_Work order_
Take each line in the entries below that holds "places" and show it.

=== Section Start ===

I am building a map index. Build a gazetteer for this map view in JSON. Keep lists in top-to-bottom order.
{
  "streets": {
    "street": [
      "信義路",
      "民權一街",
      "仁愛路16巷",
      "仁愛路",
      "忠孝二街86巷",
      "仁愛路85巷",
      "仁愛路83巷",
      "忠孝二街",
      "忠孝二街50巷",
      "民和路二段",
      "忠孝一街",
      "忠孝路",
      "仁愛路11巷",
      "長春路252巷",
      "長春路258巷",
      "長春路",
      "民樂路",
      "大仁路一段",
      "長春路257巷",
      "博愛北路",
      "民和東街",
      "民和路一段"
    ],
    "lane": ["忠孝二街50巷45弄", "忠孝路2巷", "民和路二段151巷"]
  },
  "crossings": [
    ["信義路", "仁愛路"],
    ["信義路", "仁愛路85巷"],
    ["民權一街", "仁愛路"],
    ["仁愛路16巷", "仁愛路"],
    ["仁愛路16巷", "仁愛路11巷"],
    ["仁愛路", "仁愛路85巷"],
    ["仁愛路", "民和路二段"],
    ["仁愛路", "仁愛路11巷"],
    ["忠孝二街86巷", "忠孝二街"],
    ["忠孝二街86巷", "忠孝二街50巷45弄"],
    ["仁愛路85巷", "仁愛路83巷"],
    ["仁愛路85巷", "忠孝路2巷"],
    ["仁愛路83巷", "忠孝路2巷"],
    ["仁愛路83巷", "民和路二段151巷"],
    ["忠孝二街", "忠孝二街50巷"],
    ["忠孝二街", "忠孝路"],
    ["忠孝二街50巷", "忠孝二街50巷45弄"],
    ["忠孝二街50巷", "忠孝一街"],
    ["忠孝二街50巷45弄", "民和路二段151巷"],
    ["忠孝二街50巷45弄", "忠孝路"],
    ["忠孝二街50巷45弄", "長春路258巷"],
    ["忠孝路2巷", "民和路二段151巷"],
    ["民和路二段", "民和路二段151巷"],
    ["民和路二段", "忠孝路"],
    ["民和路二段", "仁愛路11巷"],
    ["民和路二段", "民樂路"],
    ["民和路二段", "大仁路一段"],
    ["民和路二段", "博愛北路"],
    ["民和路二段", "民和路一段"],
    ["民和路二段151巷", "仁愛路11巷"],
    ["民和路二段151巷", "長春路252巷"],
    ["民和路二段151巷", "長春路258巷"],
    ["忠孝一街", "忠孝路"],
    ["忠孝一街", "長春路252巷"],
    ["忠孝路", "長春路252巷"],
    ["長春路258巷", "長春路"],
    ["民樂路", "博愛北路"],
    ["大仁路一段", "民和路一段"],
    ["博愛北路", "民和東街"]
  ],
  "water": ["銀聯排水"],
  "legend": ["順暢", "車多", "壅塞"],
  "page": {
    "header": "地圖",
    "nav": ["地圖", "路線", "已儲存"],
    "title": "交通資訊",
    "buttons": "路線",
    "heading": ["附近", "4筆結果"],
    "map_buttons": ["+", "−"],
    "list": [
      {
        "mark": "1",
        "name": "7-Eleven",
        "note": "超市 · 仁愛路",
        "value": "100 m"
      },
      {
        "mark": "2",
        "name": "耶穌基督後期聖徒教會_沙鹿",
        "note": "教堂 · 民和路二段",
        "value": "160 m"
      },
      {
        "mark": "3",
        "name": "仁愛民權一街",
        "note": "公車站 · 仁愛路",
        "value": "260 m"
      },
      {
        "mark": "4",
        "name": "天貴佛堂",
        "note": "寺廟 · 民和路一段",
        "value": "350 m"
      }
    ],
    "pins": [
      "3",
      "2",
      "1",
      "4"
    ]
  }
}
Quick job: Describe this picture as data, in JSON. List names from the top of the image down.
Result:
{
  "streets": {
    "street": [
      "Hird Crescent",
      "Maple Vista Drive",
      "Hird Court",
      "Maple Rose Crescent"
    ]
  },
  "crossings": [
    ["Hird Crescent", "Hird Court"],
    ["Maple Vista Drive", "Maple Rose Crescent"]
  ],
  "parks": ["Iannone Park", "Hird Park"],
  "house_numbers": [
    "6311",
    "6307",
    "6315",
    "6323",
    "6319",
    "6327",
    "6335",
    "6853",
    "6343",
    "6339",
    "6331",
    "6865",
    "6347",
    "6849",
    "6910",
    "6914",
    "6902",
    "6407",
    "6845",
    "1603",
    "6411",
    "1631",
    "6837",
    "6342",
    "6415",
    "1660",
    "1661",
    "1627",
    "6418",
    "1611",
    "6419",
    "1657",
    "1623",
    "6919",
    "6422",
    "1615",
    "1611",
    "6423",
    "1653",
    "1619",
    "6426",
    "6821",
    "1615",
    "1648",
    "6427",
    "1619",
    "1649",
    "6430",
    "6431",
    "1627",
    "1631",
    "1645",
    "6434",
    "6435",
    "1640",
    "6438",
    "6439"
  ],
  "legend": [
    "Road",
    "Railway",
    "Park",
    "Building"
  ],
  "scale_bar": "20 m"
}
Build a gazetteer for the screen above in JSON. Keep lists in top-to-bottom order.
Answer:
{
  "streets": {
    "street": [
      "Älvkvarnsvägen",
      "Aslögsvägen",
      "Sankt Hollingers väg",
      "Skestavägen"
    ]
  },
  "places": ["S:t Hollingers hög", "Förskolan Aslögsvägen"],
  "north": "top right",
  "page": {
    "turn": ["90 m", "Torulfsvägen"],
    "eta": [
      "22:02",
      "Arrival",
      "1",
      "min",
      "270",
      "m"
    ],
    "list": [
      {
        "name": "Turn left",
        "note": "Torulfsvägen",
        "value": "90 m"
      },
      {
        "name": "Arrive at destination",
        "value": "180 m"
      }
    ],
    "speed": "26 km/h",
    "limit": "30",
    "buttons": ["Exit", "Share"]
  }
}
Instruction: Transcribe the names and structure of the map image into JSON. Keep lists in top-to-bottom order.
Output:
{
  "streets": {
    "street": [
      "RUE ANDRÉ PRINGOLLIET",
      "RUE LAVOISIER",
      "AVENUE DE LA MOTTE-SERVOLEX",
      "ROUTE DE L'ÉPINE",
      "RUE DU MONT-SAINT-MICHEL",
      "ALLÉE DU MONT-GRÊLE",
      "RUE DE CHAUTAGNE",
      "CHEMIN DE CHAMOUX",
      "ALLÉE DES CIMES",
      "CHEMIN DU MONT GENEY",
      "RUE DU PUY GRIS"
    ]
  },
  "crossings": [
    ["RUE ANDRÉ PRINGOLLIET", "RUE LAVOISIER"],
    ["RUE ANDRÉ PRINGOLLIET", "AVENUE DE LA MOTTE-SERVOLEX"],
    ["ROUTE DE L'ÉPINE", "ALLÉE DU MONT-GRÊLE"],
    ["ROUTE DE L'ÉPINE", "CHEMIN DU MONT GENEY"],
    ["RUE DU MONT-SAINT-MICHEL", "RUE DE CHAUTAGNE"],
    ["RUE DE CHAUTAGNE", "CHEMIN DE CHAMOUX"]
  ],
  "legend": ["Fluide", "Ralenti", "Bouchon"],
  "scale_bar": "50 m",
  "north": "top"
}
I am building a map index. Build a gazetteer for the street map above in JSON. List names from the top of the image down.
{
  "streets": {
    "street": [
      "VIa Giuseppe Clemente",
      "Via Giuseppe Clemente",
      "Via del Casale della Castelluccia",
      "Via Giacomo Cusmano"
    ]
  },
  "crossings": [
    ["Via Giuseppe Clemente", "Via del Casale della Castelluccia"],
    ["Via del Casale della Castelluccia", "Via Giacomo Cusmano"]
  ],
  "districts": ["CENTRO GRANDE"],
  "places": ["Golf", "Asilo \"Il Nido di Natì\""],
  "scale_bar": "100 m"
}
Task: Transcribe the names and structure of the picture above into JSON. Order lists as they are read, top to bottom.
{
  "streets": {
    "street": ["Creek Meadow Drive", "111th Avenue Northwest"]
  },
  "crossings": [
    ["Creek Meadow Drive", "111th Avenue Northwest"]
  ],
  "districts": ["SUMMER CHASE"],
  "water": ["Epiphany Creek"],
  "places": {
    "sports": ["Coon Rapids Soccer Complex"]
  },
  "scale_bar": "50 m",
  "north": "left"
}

=== Section End ===

_Answer for this exercise_
  "places": ["S:t Hollingers hög", "Förskolan Aslögsvägen"],
  "places": ["Golf", "Asilo \"Il Nido di Natì\""],
  "places": {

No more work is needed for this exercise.